INSTRUCTIONS TO FOLLOW - Find how many lines below hold "evenodd", and give that number as the entire answer.

*** Opening of EXERCISE INPUT ***

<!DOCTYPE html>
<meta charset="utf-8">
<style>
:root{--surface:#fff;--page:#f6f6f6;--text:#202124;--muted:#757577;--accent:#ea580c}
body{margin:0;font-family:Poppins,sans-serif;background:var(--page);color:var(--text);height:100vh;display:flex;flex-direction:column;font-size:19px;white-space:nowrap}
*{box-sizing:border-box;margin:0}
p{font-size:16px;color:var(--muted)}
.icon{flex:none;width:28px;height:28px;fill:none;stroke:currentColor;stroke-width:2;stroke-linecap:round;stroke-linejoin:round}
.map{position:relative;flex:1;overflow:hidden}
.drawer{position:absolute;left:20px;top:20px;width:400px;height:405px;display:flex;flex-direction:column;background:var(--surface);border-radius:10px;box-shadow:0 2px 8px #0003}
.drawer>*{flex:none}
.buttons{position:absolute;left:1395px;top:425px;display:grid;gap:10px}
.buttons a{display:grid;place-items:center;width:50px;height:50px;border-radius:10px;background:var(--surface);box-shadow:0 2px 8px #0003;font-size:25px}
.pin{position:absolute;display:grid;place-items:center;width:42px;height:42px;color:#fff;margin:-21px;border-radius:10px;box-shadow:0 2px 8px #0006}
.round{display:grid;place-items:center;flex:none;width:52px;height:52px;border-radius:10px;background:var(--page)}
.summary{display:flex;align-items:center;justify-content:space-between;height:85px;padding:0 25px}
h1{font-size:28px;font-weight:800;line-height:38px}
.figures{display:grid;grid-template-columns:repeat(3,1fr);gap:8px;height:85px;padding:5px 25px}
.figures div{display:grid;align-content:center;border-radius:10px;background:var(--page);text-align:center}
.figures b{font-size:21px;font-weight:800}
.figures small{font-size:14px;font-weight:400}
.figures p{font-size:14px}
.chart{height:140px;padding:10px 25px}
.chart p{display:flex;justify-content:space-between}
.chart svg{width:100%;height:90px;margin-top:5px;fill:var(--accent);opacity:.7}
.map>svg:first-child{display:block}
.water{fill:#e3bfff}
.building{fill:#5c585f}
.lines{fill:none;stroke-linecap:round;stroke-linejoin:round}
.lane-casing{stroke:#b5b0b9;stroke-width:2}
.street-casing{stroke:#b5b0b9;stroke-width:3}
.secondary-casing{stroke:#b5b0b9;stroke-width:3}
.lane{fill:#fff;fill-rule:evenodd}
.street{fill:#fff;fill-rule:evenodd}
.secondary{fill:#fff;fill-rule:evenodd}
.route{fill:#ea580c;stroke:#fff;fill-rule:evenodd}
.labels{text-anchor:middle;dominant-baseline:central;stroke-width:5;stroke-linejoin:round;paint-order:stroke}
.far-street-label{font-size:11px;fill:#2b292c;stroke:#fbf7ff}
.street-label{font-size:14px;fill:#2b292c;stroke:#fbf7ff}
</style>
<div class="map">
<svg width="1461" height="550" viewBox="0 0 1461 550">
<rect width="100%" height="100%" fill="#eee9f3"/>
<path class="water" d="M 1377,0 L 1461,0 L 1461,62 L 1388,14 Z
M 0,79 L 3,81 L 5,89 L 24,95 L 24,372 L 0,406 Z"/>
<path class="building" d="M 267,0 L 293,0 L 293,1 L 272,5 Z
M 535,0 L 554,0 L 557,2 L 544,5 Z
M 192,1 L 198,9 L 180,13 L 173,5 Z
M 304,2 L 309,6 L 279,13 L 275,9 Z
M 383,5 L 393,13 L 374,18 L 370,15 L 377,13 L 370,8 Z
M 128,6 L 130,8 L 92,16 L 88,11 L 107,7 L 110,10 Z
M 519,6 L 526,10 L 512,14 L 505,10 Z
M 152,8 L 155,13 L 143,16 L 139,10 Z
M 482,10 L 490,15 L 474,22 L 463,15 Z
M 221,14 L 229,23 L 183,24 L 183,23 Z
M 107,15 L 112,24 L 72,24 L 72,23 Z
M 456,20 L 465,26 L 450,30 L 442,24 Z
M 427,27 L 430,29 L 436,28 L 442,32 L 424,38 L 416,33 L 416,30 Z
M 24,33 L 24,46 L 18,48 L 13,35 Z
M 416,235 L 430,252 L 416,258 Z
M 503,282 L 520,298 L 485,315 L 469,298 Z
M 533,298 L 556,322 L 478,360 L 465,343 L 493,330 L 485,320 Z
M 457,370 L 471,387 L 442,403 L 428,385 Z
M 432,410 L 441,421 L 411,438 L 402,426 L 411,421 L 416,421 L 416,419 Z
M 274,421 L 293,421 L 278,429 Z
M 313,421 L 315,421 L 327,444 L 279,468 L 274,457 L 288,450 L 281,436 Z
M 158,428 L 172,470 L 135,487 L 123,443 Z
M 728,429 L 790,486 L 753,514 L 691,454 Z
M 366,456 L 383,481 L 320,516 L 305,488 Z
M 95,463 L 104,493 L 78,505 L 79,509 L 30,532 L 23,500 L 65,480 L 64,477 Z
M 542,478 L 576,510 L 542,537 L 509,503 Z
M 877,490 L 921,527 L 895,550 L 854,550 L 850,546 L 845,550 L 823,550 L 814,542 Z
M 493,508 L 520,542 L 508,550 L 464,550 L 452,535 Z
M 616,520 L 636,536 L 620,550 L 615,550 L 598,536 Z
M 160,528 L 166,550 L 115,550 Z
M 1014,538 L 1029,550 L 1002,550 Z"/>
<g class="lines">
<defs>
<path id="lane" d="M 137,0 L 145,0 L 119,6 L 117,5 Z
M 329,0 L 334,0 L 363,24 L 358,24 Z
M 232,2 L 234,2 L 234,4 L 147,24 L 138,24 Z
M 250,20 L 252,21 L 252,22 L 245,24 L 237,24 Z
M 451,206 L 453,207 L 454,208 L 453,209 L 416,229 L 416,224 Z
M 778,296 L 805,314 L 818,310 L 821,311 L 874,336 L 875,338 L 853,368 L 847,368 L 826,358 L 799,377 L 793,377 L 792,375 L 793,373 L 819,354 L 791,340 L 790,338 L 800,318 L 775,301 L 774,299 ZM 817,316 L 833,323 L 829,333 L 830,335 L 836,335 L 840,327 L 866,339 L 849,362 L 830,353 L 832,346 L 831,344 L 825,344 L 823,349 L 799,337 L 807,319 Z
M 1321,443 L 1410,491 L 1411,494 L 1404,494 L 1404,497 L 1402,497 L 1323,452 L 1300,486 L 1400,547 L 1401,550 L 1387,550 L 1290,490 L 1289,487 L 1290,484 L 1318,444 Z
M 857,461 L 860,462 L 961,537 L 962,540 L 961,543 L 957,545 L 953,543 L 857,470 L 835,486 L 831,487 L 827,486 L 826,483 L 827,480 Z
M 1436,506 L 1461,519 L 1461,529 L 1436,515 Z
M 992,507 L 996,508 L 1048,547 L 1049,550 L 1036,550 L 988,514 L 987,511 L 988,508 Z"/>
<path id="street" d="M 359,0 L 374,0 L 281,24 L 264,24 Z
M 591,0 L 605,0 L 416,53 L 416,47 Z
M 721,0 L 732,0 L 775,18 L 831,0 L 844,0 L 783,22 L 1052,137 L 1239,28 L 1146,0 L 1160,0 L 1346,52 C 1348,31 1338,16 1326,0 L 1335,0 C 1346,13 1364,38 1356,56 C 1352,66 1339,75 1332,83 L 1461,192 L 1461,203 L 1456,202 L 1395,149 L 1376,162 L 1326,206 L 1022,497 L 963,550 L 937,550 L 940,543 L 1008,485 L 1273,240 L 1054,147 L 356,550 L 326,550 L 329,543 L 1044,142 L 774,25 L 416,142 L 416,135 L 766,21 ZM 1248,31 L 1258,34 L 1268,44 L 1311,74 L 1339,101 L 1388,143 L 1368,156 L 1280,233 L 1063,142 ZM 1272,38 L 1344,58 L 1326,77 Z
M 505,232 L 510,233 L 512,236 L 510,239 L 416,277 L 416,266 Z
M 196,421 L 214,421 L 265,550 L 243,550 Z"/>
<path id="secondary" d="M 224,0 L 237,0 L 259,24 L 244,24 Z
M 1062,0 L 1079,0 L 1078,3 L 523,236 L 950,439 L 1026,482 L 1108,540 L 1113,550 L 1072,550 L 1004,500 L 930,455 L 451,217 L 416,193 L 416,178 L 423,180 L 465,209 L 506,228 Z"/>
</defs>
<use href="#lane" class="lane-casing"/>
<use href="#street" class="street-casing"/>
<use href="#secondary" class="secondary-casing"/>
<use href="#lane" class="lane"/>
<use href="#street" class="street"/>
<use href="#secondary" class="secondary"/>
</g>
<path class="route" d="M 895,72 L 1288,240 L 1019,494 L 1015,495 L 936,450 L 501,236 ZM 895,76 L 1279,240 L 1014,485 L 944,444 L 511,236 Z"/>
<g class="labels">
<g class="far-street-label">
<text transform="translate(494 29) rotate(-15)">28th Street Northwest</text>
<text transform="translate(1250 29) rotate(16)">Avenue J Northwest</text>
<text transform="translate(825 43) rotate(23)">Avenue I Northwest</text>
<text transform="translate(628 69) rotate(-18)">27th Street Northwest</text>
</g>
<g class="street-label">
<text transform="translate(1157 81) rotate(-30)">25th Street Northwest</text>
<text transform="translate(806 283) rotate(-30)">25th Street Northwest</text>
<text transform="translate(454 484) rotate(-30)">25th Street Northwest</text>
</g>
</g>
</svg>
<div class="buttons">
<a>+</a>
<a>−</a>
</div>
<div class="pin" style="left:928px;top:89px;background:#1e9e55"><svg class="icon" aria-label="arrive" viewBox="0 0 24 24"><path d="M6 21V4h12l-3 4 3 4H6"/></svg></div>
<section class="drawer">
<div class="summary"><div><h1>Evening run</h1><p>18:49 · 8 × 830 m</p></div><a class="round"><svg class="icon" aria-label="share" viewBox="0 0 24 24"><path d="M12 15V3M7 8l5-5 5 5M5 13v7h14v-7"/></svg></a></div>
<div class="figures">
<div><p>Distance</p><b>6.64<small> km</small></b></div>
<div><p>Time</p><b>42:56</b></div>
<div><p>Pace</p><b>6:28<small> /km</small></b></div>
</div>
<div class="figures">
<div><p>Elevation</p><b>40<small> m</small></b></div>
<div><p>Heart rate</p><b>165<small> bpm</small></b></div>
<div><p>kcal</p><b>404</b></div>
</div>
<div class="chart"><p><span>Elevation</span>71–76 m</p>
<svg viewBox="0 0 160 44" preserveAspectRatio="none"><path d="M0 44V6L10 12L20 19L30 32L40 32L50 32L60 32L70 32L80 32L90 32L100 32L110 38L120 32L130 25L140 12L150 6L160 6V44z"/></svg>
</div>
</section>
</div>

*** Close of EXERCISE INPUT ***

REPLY TO THE TASK - 4